The most severe drought conditions to hit a half-dozen Oregon counties—several experiencing records not broken in more than a century.
Larry O’Neill of Oregon State University’s Earth, Ocean, and Atmospheric Sciences College described the situation as bleak and noted that Klamath, Deschutes, Crook, Jefferson, and Wasco counties are experiencing their driest or second driest springtime on record, according to KLCC. For many, he said, this year is among the top five or seven driest since 1895.
OSU Forestry Professor Meg Krawchuck said conditions in June were drier than normal, meaning the state is entering the wildfire season “hot” and “dry.”
The lack of rainfall, which has left farmland brown and tinder-dry, could create an even more devastating wildfire season than last year, which saw the destruction of several Oregon communities.

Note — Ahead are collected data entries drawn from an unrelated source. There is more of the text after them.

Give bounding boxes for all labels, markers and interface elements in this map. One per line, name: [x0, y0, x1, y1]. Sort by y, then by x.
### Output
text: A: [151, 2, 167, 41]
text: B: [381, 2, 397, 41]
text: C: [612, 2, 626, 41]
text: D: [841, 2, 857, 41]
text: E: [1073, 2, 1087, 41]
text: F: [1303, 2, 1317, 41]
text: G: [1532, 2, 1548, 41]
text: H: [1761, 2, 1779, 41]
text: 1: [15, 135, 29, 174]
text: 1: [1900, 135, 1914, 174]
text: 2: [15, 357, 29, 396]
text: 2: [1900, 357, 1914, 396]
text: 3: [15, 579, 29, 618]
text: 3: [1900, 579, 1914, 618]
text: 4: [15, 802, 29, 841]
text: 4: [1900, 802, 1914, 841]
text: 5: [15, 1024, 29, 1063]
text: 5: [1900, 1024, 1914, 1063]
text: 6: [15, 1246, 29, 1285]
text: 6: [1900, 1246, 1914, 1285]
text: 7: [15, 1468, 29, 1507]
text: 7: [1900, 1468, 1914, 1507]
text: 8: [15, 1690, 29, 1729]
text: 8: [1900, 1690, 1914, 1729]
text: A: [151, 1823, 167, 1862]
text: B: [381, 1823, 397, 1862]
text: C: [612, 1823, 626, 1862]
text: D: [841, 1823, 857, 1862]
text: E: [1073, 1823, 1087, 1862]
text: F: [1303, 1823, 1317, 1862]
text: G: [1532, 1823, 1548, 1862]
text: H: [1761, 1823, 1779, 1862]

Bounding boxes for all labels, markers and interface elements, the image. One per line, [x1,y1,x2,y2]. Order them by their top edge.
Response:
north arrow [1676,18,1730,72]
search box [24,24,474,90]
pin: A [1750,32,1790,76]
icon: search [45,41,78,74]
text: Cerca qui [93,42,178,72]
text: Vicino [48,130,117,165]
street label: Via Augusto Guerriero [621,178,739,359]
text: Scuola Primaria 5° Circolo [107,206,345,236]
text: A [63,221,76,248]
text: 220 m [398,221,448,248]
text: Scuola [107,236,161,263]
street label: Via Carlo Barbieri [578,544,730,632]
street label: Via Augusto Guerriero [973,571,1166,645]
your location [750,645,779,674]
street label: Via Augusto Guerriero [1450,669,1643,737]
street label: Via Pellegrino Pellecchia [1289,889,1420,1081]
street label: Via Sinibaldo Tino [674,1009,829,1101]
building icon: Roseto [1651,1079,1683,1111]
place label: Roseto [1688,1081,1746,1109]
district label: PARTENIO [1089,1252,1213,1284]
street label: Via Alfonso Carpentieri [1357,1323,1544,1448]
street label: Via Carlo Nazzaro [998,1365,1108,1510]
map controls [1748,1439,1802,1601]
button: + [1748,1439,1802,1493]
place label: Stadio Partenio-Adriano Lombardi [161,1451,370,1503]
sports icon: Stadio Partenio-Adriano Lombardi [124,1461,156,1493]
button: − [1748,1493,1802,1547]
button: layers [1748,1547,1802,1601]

Grant County is experiencing its driest summer in 127 years. Sixty-five percent of the county is under extreme drought conditions, and the lack of precipitation and access to irrigation mean low hay yields, high prices, and expensive costs for feed, according to the Blue Mountain Eagle. At least one rancher remembered a bad drought in 2001, but late rains helped alleviate it. But he said a record-breaking heat wave that sucked moisture from the ground and lack of precipitation is unlikely to ease the drought conditions anytime soon, perhaps making this year even worse than two decades ago.